Ritratto di Giuseppe GaribaldiRitratto di Giuseppe Garibaldi

Quasi come il Che – Fosse stato un coevo di Andy Warhol, Garibaldi sarebbe stato per certo una icona pop, nel senso che siamo abituati a dare a questa definizione dagli anni Sessanta in poi. Vissuto un centinaio di anni in anticipo, cosa si può dire del nizzardo? Come minimo che sia stato anche lui un'icona internazionalmente nota. Come minimo che sia stato popular, per la mirabile fortuna che la sua iconografia ebbe, lui vivente e ben oltre la sua morte, soprattutto in mano agli artisti che ne fecero oggetto di innumerevoli rappresentazioni.

Amore duraturo – Chi amò tra gli artisti dell'epoca il generale fu senza dubbio il ticinese Vincenzo Vela: che si cimentò per almeno un trentennio sul tema del busto, in particolare, fino a veri e propri tour de force virtuosistici culminati nel Monumento a Garibaldi e alle Cinque giornate di Como (1889), estrema prova di affezione al tema risorgimentale, alle sue ispirazioni. "Vela, nonostante la sua nascita ticinese rimase sempre legato alle questioni risorgimentali italiane", racconta Federico Masedu che ha coadiuvato la direttrice del Museo Vela di Ligornetto nel mettere a punto questa piccola ma deliziosa mostra dossier "Vincenzo Vela e Giuseppe Garibaldi. Ritratti e monumenti di iconografia garibaldina nelle collezioni del Museo Vela", aperta fino al 25 novembre.

V.Vela, Monumento equeste a GaribaldiV.Vela, Monumento equeste a Garibaldi

Ticinese patriota – Motivo del legame? "Un fervente patriottismo, dovuto in parte al suo anticlericalismo, in parte certamente alle sue inclinazioni liberali. Le stesse, ad esempio, che lo portarono a dedicarsi anche alla figura di un sacerdote come Rosmini, uomo di chiesa, ma appunto liberale". Quello di Vela per il generale fu davvero un'amore; esplicito, duraturo. Lo dimostrano gli archivi del museo a lui intitolato che conservano materiali di diversa natura,  che la mostra illumina, con non poche novità dal punto di vista scientifico: i due busti di Garibaldi, il bozzetto per il Monumento Equestre che il Vela non potè realizzare, il monumentale modello in gesso per l'impresa di Como, gravido di romanticismo. Ma anche stampe, fotografie d'epoca, bellissime, memorie di quell'acribia che lo scultore poneva nel documentarsi sulla fisiognomica dei suoi modelli.

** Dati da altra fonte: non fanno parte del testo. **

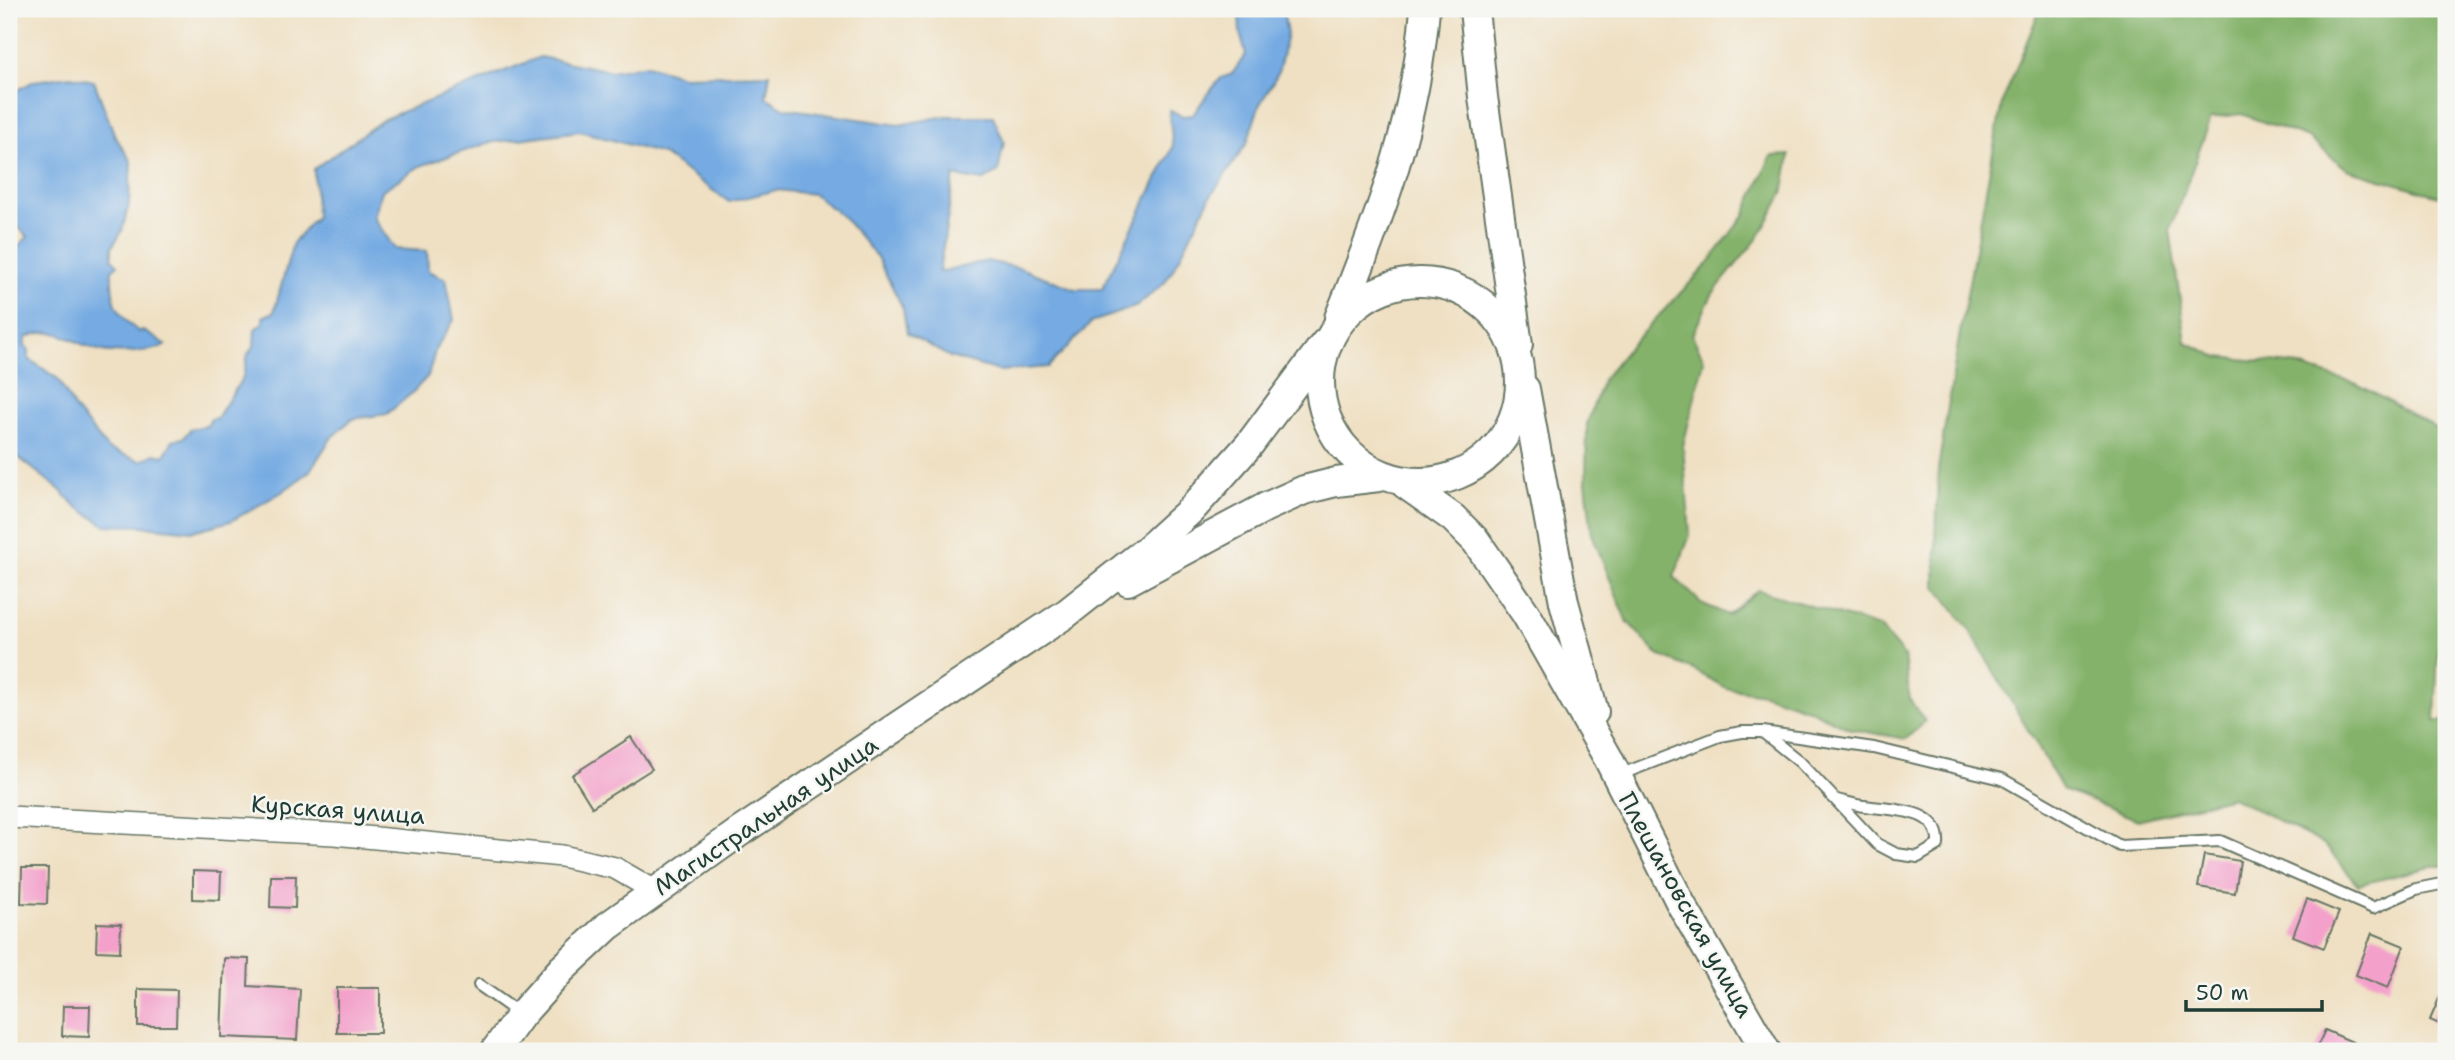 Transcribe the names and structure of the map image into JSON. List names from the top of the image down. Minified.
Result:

V. Vela, Erma di Giuseppe GaribaldiV. Vela, Erma di Giuseppe Garibaldi

Il marmo ritrovato – "Si conobbero, forse, i due – è ancora Masedu a raccontare – in un incontro di cui purtroppo mancano i documenti che possano provarne la certezza. Forse a La Spezia, dove Vela sembra essere stato inviato dai fratelli Ciani per un ritratto. O più presumibilmente a Lugano".  Di sicuro c'è la lettera in cui lo scultore ticinese annuncia al generale con il poncho di aver inviato a Londra, città che lo accolse trionfalmente nel 1864, un suo busto in marmo. Tra le chicche della mostra dossier, vi è anche la notizia della scoperta, dopo anni di ricerche da parte di Gianna Mina, dell'attuale collocazione dell'opera: nel castello dei Conti Sutherland.

Non solo Giuseppe – Tra le altre novità il focus su due specifici lavori eseguiti dal Vela, nell'ambito del garibaldinismo: "Il Monumento civile ad Agostino Brentani e quello funebre a Pietro Lazzati, entrambi medici – ricorda Masedu – costantemente e fedelemente al seguito del capo. Di questi due monumenti, siamo riusciti a ricostruire la documentazione esistente, esponendone di uno il bozzetto, dell'altro il modello in scala 1:1". Una affezione che va ben oltre  la semplice riproducibilità di un modello di successo.